Activity:
Your reply should consist solely of the lines from the start of the material below through the line containing "Map reading. Give", reproduced exactly.

····················

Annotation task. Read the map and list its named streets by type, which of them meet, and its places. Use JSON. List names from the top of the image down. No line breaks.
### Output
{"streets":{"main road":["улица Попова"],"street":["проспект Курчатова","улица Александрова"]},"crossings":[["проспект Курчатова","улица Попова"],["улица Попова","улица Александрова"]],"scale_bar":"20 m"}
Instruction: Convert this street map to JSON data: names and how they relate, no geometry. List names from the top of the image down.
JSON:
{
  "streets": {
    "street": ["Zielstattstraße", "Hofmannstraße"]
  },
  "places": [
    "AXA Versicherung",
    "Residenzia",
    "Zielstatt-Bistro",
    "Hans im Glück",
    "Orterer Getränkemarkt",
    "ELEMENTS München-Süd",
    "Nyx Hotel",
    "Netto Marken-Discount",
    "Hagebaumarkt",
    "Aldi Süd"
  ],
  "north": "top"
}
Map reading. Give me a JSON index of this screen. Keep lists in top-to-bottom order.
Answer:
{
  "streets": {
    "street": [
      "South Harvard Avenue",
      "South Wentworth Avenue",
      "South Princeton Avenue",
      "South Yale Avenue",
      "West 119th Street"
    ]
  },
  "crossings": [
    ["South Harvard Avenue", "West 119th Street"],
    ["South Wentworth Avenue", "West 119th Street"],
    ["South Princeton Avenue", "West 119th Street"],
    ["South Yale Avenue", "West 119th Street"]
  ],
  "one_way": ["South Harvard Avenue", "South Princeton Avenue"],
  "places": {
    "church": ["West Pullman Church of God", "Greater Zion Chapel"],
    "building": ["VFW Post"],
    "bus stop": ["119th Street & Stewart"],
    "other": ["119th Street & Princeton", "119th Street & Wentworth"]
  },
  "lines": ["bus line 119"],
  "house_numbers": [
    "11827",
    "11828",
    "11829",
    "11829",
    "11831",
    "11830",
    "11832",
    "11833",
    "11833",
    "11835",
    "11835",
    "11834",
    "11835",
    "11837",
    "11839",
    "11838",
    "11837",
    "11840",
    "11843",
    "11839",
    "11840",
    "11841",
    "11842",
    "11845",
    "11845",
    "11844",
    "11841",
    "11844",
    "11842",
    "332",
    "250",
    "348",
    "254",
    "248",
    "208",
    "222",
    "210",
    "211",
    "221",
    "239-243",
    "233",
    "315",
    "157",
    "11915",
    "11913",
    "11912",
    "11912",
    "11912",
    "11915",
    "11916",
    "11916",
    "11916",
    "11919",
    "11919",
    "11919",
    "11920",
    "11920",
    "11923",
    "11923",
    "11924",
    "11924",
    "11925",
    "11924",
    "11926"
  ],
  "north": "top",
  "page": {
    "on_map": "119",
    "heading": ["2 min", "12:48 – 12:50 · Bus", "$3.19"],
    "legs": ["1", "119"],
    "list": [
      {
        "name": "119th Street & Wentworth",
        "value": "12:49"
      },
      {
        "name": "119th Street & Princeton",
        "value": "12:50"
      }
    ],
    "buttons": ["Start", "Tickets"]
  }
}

····················

Written response:
Annotation task. Read the map and list its named streets by type, which of them meet, and its places. Use JSON. List names from the top of the image down. No line breaks.
### Output
{"streets":{"main road":["улица Попова"],"street":["проспект Курчатова","улица Александрова"]},"crossings":[["проспект Курчатова","улица Попова"],["улица Попова","улица Александрова"]],"scale_bar":"20 m"}
Instruction: Convert this street map to JSON data: names and how they relate, no geometry. List names from the top of the image down.
JSON:
{
  "streets": {
    "street": ["Zielstattstraße", "Hofmannstraße"]
  },
  "places": [
    "AXA Versicherung",
    "Residenzia",
    "Zielstatt-Bistro",
    "Hans im Glück",
    "Orterer Getränkemarkt",
    "ELEMENTS München-Süd",
    "Nyx Hotel",
    "Netto Marken-Discount",
    "Hagebaumarkt",
    "Aldi Süd"
  ],
  "north": "top"
}
Map reading. Give me a JSON index of this screen. Keep lists in top-to-bottom order.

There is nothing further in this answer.